ROMA – “Se vogliamo una società migliore, non abbiamo alternative se non capire che l’investimento nella ricerca non è soltanto compito del settore pubblico, ma va condiviso”.

A dirlo è Stefania Giannini, ministro dell’Istruzione, Università e Ricerca, intervenuta oggi agli Stati generali dell’industria, in corso alla facoltà di Economia di Roma Tre. “Bisogna fare una doverosa riflessione su quanto e come rifinanziare il sistema della ricerca”, ha aggiunto il ministro che ha ricordato come sul lato pubblico “l’obiettivo italiano nella strategia Europa 2020 era di un investimento pubblico dell’1,53 sul Pil. Siamo all’1,26, che è già un delta minimo in più rispetto al 2010, quando eravamo all’1,21, ma che è ancora lontano rispetto ai 4,5 miliardi per raggiungere l’obiettivo”.


Tuttavia, ha tenuto a dire il ministro rivolgendosi agli imprenditori presenti, “non posso tacere che il settore privato in Italia non è più ambizioso nell’investimento e nelle azioni di stimolo alla ricerca valorizzata in campo industriale. Abbiamo molto meno dell’1% delle imprese che investono in ricerca, contro l’1,96 della Germania. L’obiettivo- ha detto- deve essere quello di una crescita inclusiva che si raggiunge se riusciamo a mettere insieme forze e politiche sulle ricerca e mondo dell’industria e della produzione. Dobbiamo stimolare il collegamento tra libri e cantiere. Se non ci sarà personale qualificato, le vostre aziende resteranno dove sono”.

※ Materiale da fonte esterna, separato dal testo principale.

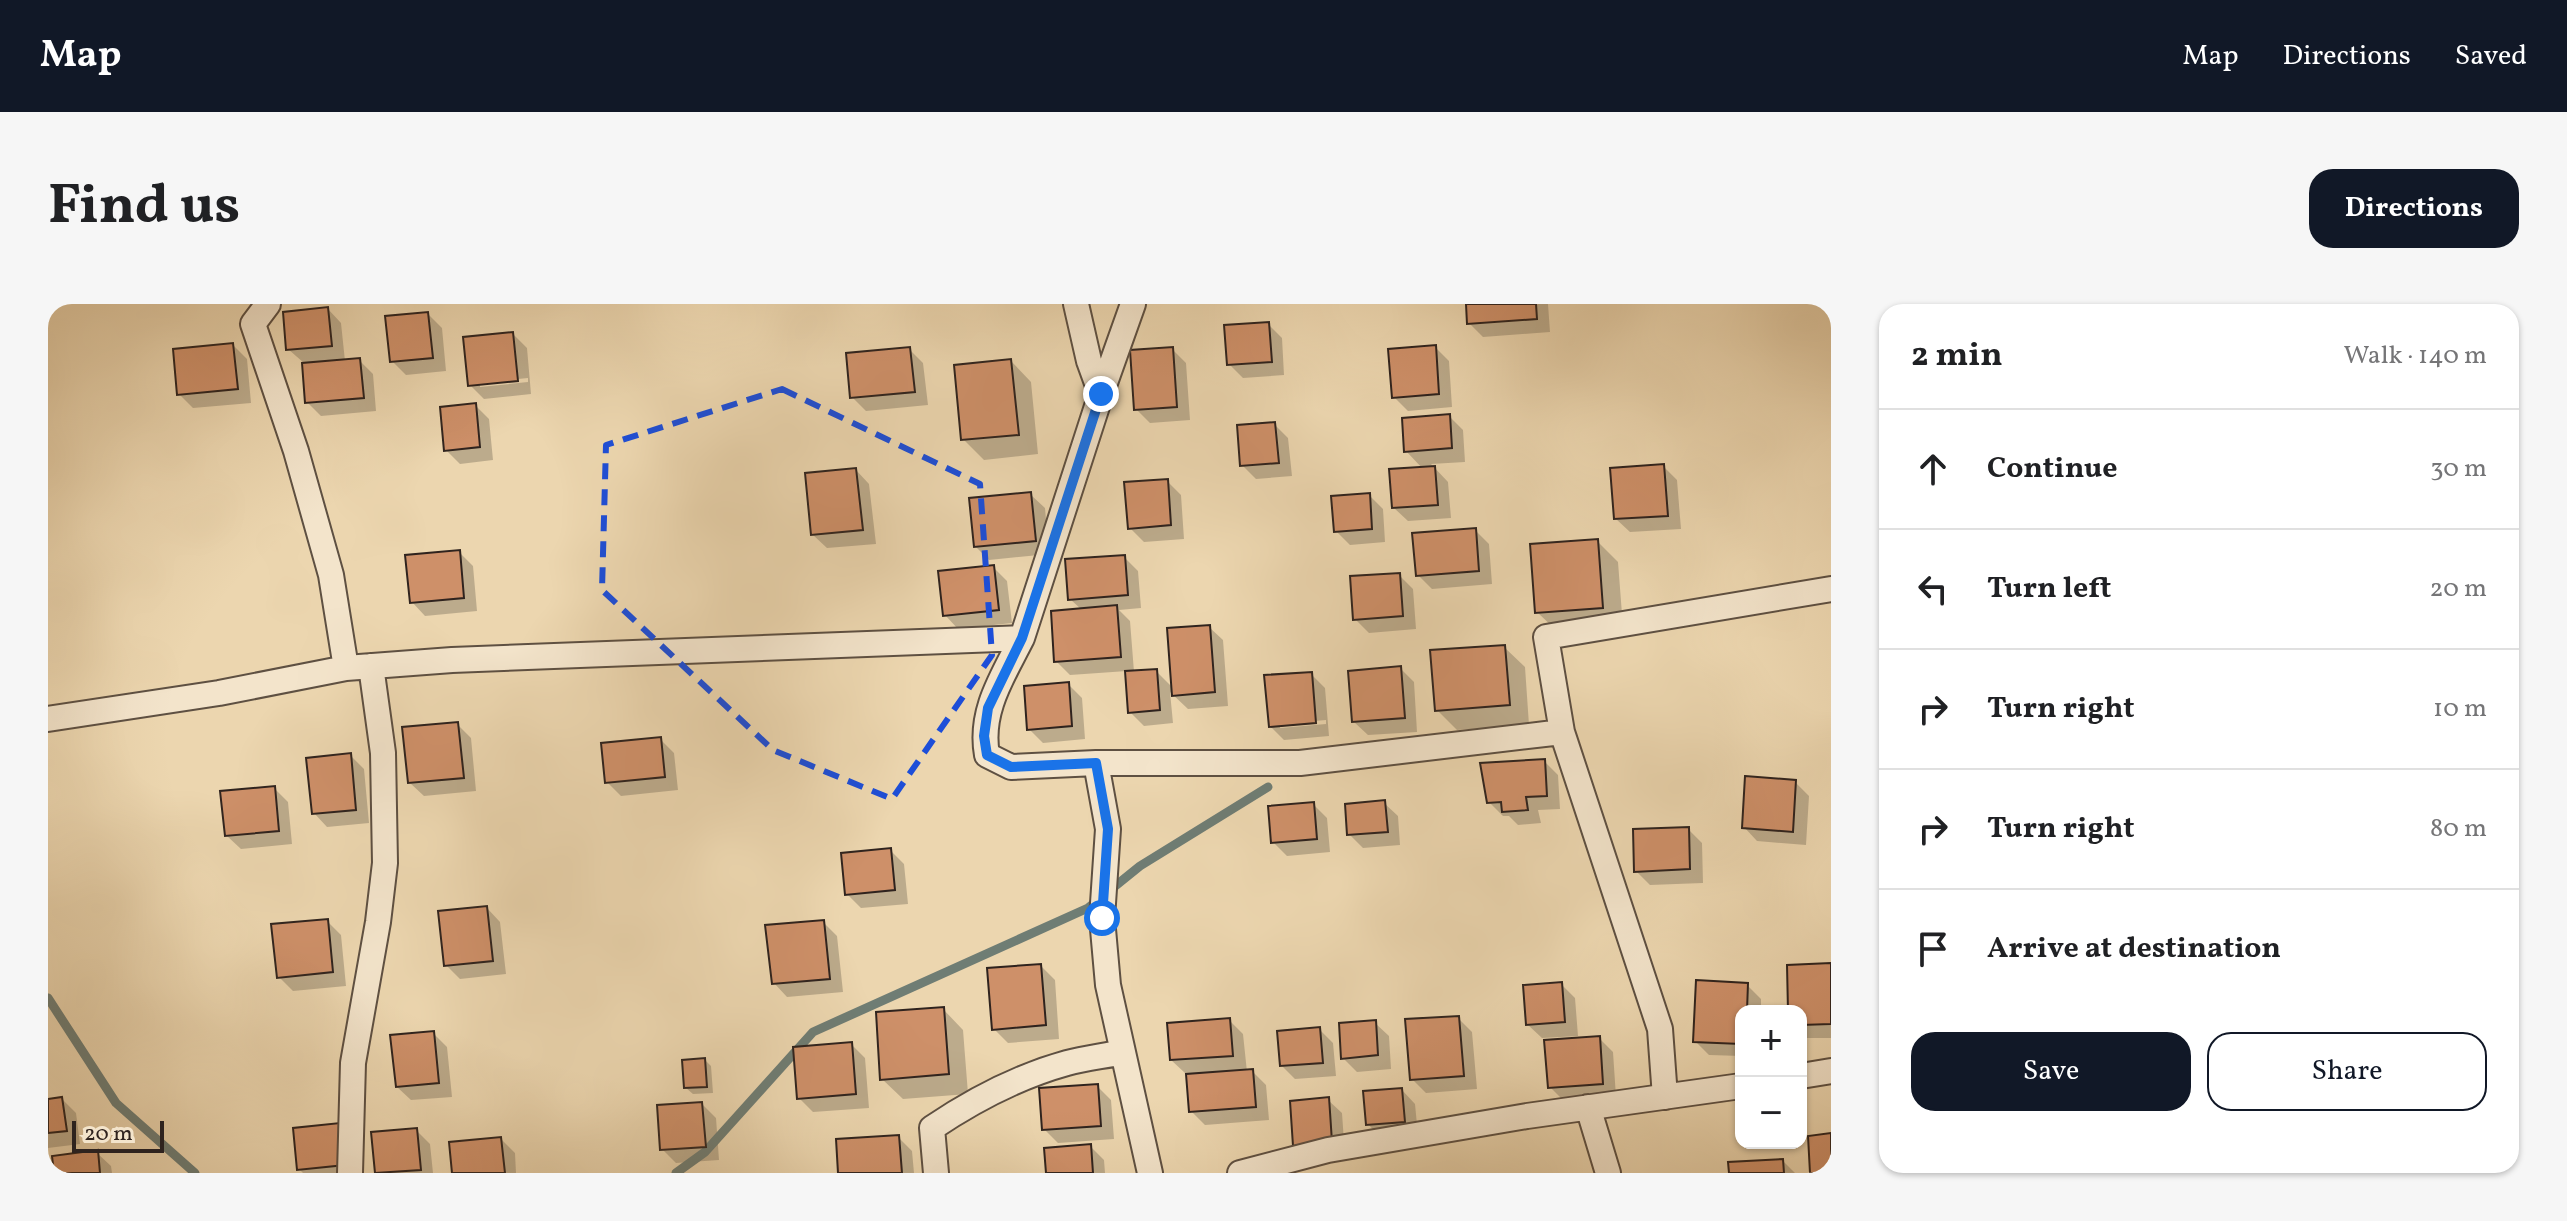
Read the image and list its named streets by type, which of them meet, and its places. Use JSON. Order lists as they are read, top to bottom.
{
  "scale_bar": "20 m",
  "page": {
    "header": "Map",
    "nav": ["Map", "Directions", "Saved"],
    "title": "Find us",
    "buttons": [
      "Directions",
      ["Save", "Share"]
    ],
    "heading": ["2 min", "Walk · 140 m"],
    "list": [
      ["Continue", "30 m"],
      ["Turn left", "20 m"],
      ["Turn right", "10 m"],
      ["Turn right", "80 m"],
      "Arrive at destination"
    ],
    "map_buttons": ["+", "−"],
    "scale": "20 m"
  }
}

“Lo strumento immediato, più importante che il Governo ha per le mani è il piano nazionale per la ricerca, che tra i 2,5 miliardi di fondi nazionali e i
fondi europei può contare su 12 miliardi di euro per il prossimi 7 anni” ha affermato Giannini. Questi fondi, ha specificato, “saranno in gran parte dedicati al capitale umano, ma anche al rapporto tra pubblico e privato, perché si tratta di una convenienza comune: investire nella possibilità di innovare il sistema. Altrimenti sarà molto difficile recuperare competitività”.